Located in Qingtang Town, Yingde City, Guangdong Province, a group of prehistoric caves was found alongside the middle Wengjiang River, which is a tributary of the nearby Beijiang River. As part of the Qingtang site, four caves were recorded during the previous investigations around the Huangmenyan hillock. From June 2016 to October 2016, excavations have been conducted both at the Huangmenyan Cave 2 and the Huangmenyan Cave 1. The total area of that first season’s excavation is about 20 m 2. Here we present the preliminary report on Huangmenyan Cave 2 only.
At the Huangmenyan Cave 2, there exist around 40 depositional layers, among which abundant archaeological remains were uncovered, including stone artefacts, bone tools, shell tools, and many other remains, including faunal and even plant remains. Nearly 2000 specimens have been collected in total. In addition, several potsherds were found in four different layers, although no other Neolithic elements were seen from this locality. Those thick coarse potsherds with cord impressions exhibit characteristics of early pottery and are very likely the oldest pottery documented in Guangdong, dated back to around 17 ka BP.

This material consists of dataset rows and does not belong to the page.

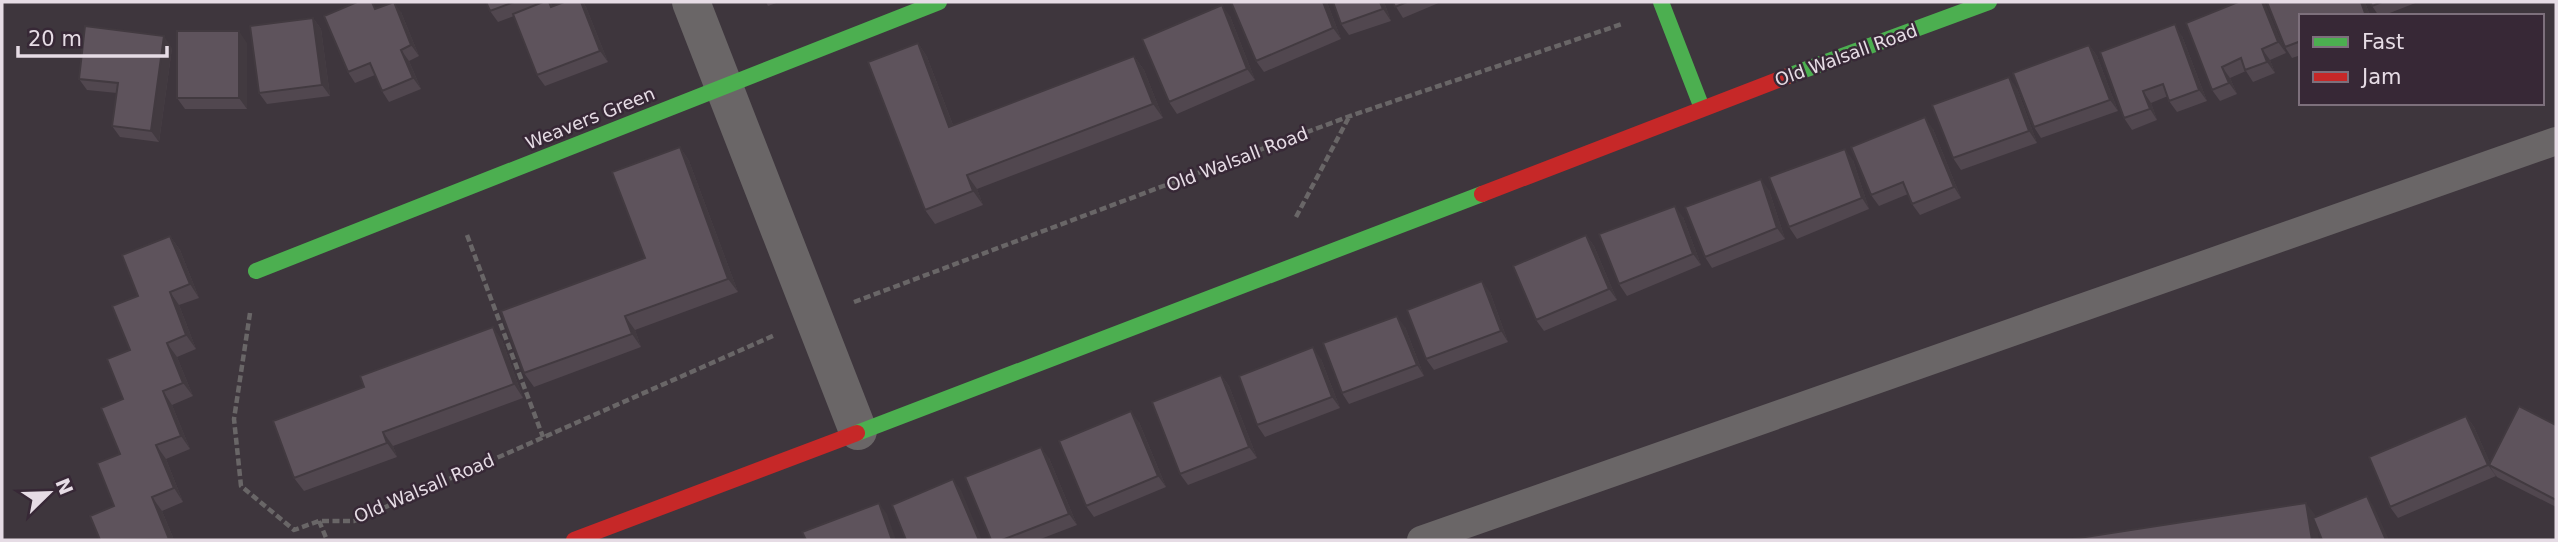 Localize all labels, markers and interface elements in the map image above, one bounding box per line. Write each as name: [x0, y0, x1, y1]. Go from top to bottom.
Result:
scale bar: [18, 14, 166, 58]
legend: [2299, 14, 2544, 105]
street label: Old Walsall Road: [1772, 19, 1920, 91]
text: 20 m: [28, 27, 82, 51]
text: Fast: [2362, 30, 2404, 54]
text: Jam: [2360, 65, 2402, 89]
street label: Weavers Green: [522, 82, 658, 154]
street label: Old Walsall Road: [1163, 122, 1311, 196]
street label: Old Walsall Road: [351, 449, 497, 527]
north arrow: [14, 458, 84, 528]
text: N: [51, 475, 78, 498] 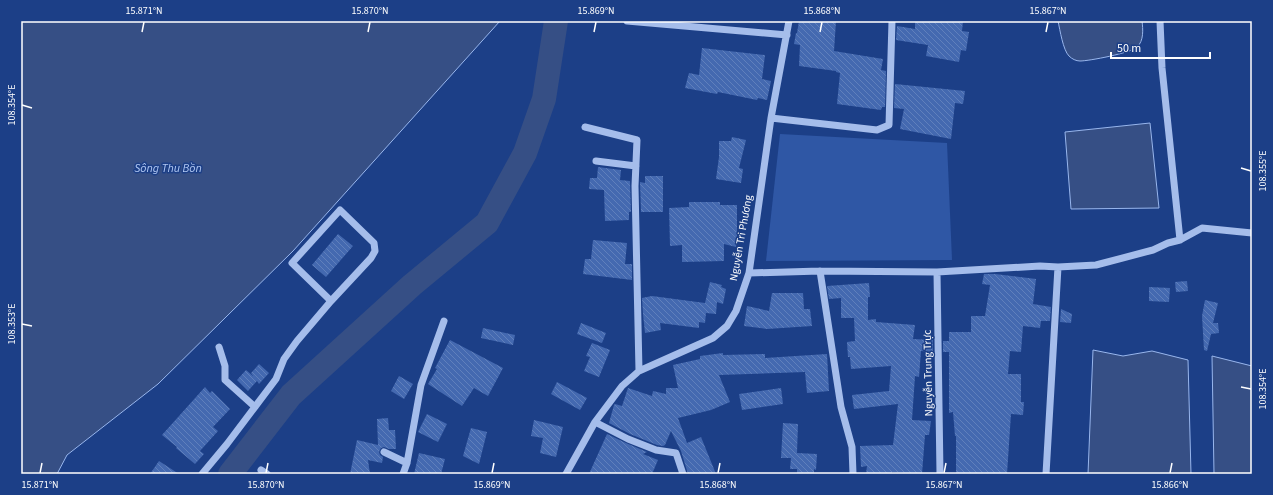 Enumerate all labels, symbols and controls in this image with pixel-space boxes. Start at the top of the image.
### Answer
text: 15.871°N [125,4,163,18]
text: 15.870°N [351,4,389,18]
text: 15.869°N [577,4,615,18]
text: 15.868°N [803,4,841,18]
text: 15.867°N [1029,4,1067,18]
scale bar [1111,34,1210,60]
text: 50 m [1117,40,1141,57]
text: 108.354°E [5,85,19,125]
text: 108.355°E [1256,151,1270,191]
water label: Sông Thu Bồn [134,160,202,177]
street label: Nguyễn Tri Phương [726,193,756,282]
text: 108.353°E [5,304,19,344]
street label: Nguyễn Trung Trực [920,330,936,416]
text: 108.354°E [1256,369,1270,409]
text: 15.871°N [21,478,59,492]
text: 15.870°N [247,478,285,492]
text: 15.869°N [473,478,511,492]
text: 15.868°N [699,478,737,492]
text: 15.867°N [925,478,963,492]
text: 15.866°N [1151,478,1189,492] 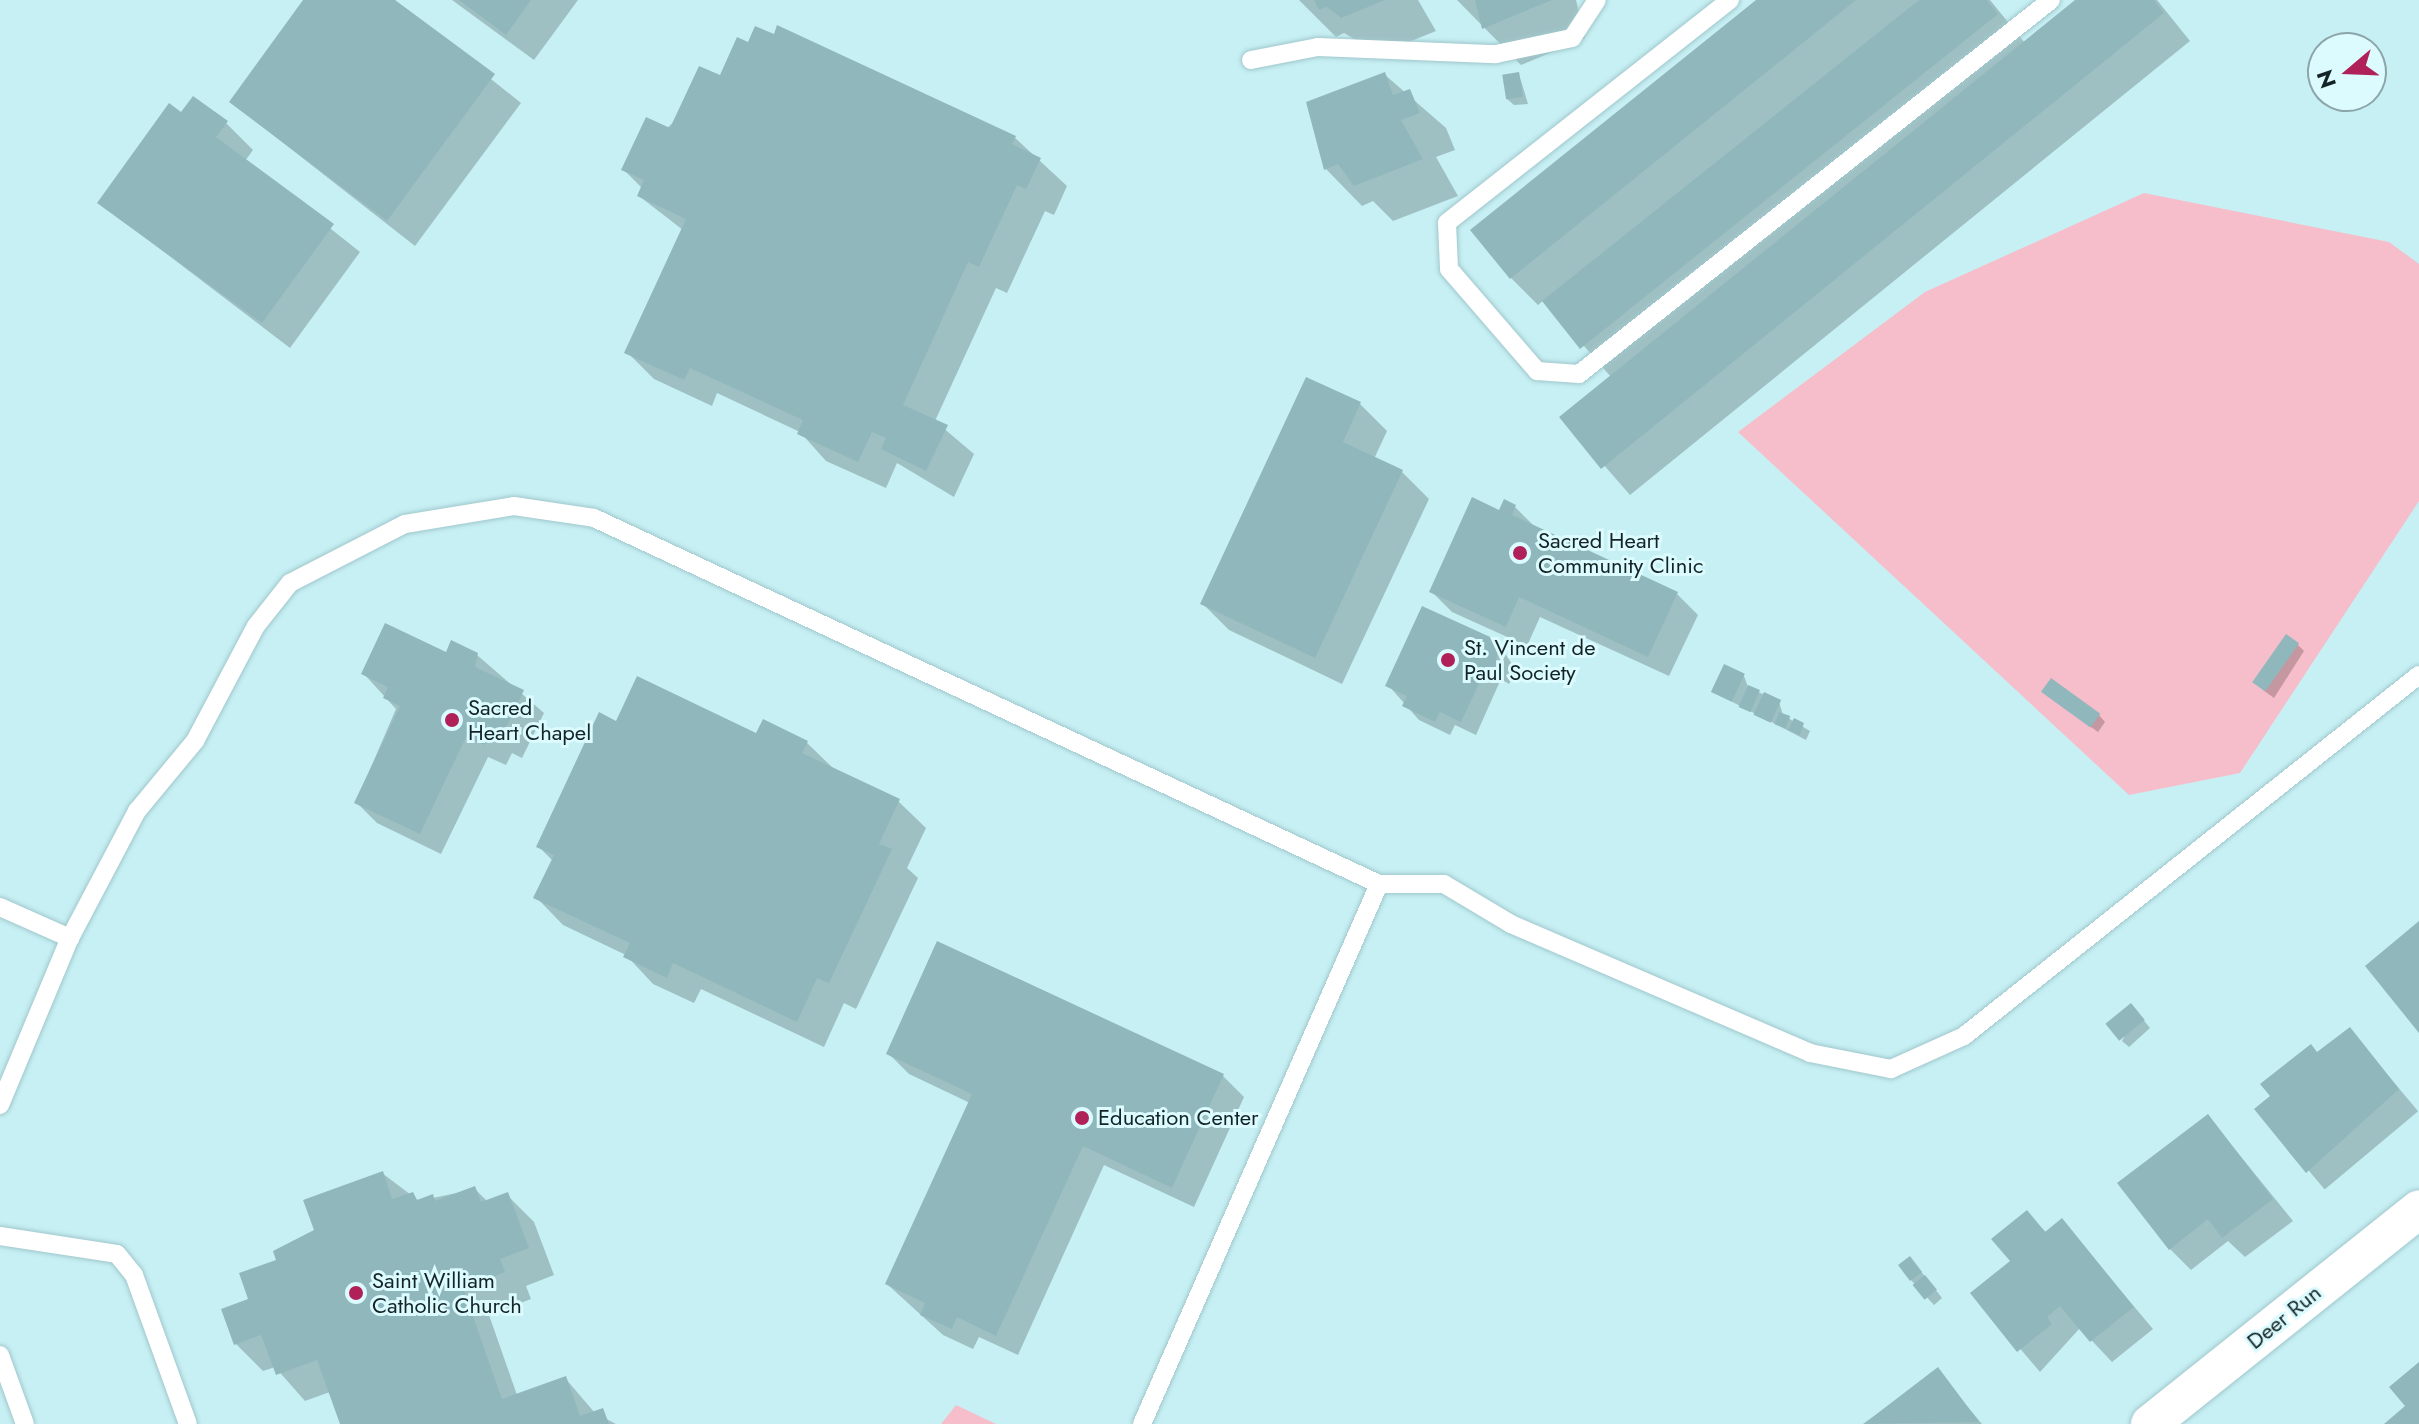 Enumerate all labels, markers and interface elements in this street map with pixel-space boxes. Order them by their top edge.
north arrow [2307,32,2387,112]
text: N [2308,66,2344,93]
place label: Sacred Heart Community Clinic [1538,527,1703,578]
marker: Sacred Heart Community Clinic [1509,542,1531,564]
place label: St. Vincent de Paul Society [1464,634,1595,686]
marker: St. Vincent de Paul Society [1439,651,1457,669]
place label: Sacred Heart Chapel [468,694,591,746]
marker: Sacred Heart Chapel [443,711,461,729]
place label: Education Center [1098,1105,1259,1131]
marker: Education Center [1073,1109,1091,1127]
place label: Saint William Catholic Church [372,1267,522,1318]
street label: Deer Run [2242,1279,2326,1355]
marker: Saint William Catholic Church [347,1284,365,1302]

The lithic artefacts were normally flaked at one end or one side of a cobble unifacially with a hammer stone. Such river cobbles could be obtained from nearby river gravels. Various raw materials from these river gravels were suitable for tool manufacturing, including sandstone, quartz sandstone, quartz, granodiorite, quartzite, diorite, granite, fine sandstone and siltstone. Choppers with quite large edge angles are the dominant tool types, trimmed at one or two edges. There also found large numbers of flakes, but only several of them were retouched and might be used as scrapers. Elongated cobbles as well as the big oval examples, utilized or not, are also notable finds in this locality. It has long been debated that, during the late period of Late Pleistocene, the lithic industry of southern China approaches more closely to that discovered in mainland Southeast Asia rather than that of northern China. Therefore, these cobble tools are considered strong proof for the cultural relationship between the ancient populations of southern China and that of mainland Southeast Asia.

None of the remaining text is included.